Which one of the following conditions ensures that a solution exists for the above system?
 A $b_2=2b_1$ and $6b_1-3b_3+b_4=0$ B $b_3=2b_1$ and $6b_1-3b_3+b_4=0$ C $b_2=2b_1$ and $3b_1-6b_3+b_4=0$ D $b_3=2b_1$ and $3b_1-6b_3+b_4=0$
GATE EC 2020      Linear Algebra
Question 3 Explanation:
Given:
$x_{1}+2x_{2}=b_{1} \; \; ...(i)$
$2x_{1}+4X_{2}=b_{2}\; \; ...(ii)$
$3x_{1}+7x_{2}=b_{3}\; \; ...(iii)$
$3x_{1}+9x_{2}=b_{4}\; \; ...(iv)$
From equations (ii) and (i)
We can write,
$b_{2}=2[x_{1}+2x_{2}]=2b_{1}$
From option (C):
$3b_{1}-6b_{3}+b_{4}=3[x_{1}+2x_{2}]-6[3x_{1}+7x_{2}]+3x_{1}+9x_{2}\neq 0$
From option (A):
$b_{2}=2b_{1}$
and $b_{1}-3b_{3}+b_{4}=6[x_{1}+2x_{2}]-3[3x_{1}+7x_{2}]+[3x_{1}+9x_{2}]=0$
$6b_{1}-3b_{3}+b_{4}=0$
 Question 4
The two sides of a fair coin are labelled as 0 and 1. The coin is tossed two times independently. Let M and N denote the labels corresponding to the outcomes of those tosses.
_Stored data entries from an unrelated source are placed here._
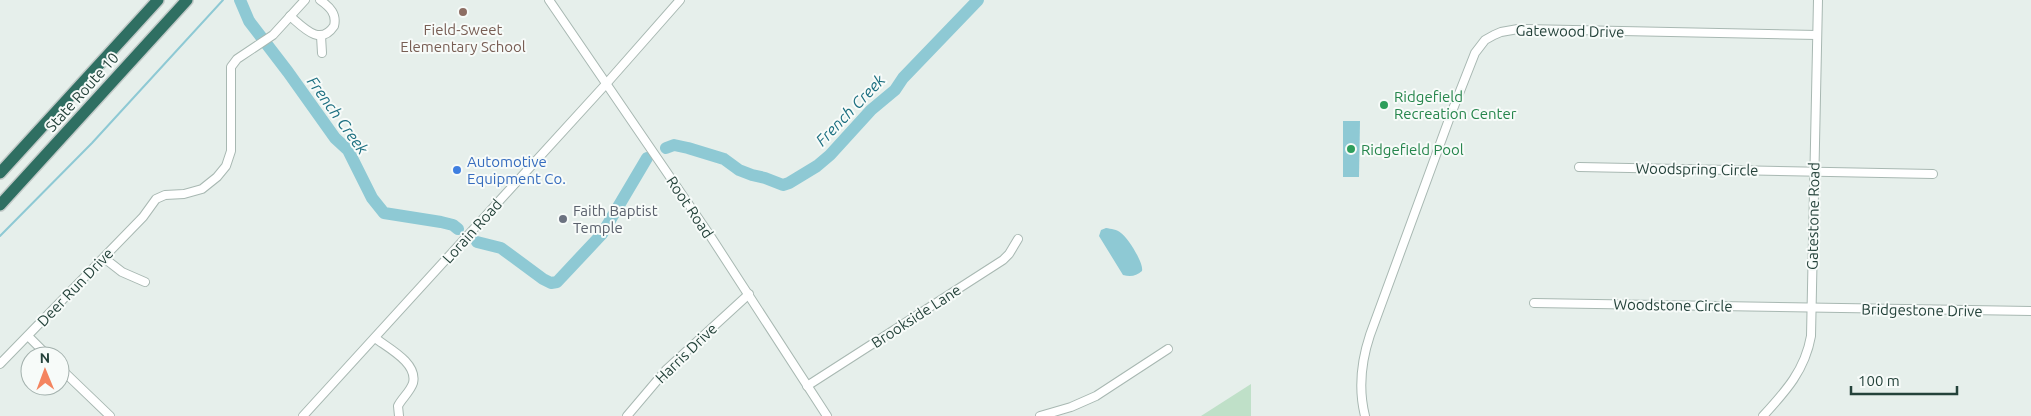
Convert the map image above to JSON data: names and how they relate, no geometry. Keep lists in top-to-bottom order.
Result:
{
  "streets": {
    "highway": ["State Route 10"],
    "street": [
      "Gatewood Drive",
      "Woodspring Circle",
      "Root Road",
      "Gatestone Road",
      "Lorain Road",
      "Deer Run Drive",
      "Woodstone Circle",
      "Bridgestone Drive",
      "Brookside Lane",
      "Harris Drive"
    ]
  },
  "crossings": [
    ["Gatewood Drive", "Gatestone Road"],
    ["Woodspring Circle", "Gatestone Road"],
    ["Root Road", "Lorain Road"],
    ["Root Road", "Brookside Lane"],
    ["Root Road", "Harris Drive"],
    ["Gatestone Road", "Woodstone Circle"],
    ["Gatestone Road", "Bridgestone Drive"],
    ["Woodstone Circle", "Bridgestone Drive"]
  ],
  "water": ["French Creek"],
  "places": [
    "Field-Sweet Elementary School",
    "Ridgefield Recreation Center",
    "Ridgefield Pool",
    "Automotive Equipment Co.",
    "Faith Baptist Temple"
  ],
  "scale_bar": "100 m",
  "north": "top"
}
For a random variable X, defined as X = min(M, N), the expected value E(X) (rounded off to two decimal places) is _________.
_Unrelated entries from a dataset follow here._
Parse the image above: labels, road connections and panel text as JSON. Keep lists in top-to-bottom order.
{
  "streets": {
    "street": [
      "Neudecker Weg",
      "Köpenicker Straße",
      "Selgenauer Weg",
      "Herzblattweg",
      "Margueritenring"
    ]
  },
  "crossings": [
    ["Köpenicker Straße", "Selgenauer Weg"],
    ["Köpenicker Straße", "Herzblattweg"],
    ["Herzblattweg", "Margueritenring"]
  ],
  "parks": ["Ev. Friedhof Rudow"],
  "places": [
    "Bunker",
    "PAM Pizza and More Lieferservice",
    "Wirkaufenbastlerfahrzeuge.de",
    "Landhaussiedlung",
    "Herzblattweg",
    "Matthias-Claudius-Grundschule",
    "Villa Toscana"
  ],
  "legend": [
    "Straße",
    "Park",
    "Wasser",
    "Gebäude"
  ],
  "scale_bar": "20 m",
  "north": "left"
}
 A 0.15 B 0.75 C 0.55 D 0.25
GATE EC 2020      Probability and Statistics
Question 4 Explanation:
s={(H,H),(H,T),(T,H),(T,T)}
$M=\begin{bmatrix} 1 & 1 & 0 & 0 \\ H & H & T & T \end{bmatrix}$ of first toss

$N=\begin{bmatrix} H & T & H& T \\ 1 & 0 & 1 & 0 \end{bmatrix}$ of second toss
Now,X=Min{M,N}
$\therefore$
X=Min{H,H}=Min{1,1}=1
X=Min{H,T}=Min{1,0}=0
X=Min{T,H}=Min{0,1}=0
X=Min(T,T)=Min(0,0)=0
$\therefore$P(X=1)=$\frac{1}{4}$,P(x=0)=$\frac{3}{4}$
We Know that, $E(X)=\sum_{i}X_{i}P(x_{i})=1\times \frac{1}{4}+0\times \frac{3}{4}=\frac{1}{4}=0.25$
 Question 5
The general solution of $\frac{d^2y}{dx^2}-6\frac{dy}{dx}+9y=0$ is
 A $y=C_1e^{3x}+C_2e^{-3x}$ B $y=(C_1+C_2x)e^{-3x}$ C $y=(C_1+C_2x)e^{3x}$ D $y=C_1e^{3x}$
GATE EC 2020      Differential Equations
Question 5 Explanation:
Taking $\frac{\mathrm{d} }{\mathrm{d} x}=D$
Given, $D^{2}-6D+9=0$
$(D-3)^2=0$
$D=3,3$
So, Solution of the given Differential equation
$y=(C_{1}+C_{2}x)e^{3x}$
 Question 6
The partial derivative of the function

$f(x,y,z)=e^{1-x \cos y}+xze^{-1/(1+y^2)}$

with respect to x at the point (1,0,e) is
 A -1 B 0 C 1 D $\frac{1}{e}$
GATE EC 2020      Calculus
Question 6 Explanation:
\begin{aligned} \text{Given, } f(x,y,z)&=e^{1-x\cos y}+xze^{-1/(1+y^{2})} \\ \frac{\partial f}{\partial x}&=e^{1-x\cos y}(0-\cos y)+ze^{-1/1+y^{2}} \\ \left ( \frac{\partial f }{\partial x} \right )_{(1,0,e)}&=e^{0}(0-1)+e\cdot e^{-1/(1+0)} \\ &=-1+1=0 \end{aligned}
 Question 7
For a vector field $\vec{A}$, which one of the following is False?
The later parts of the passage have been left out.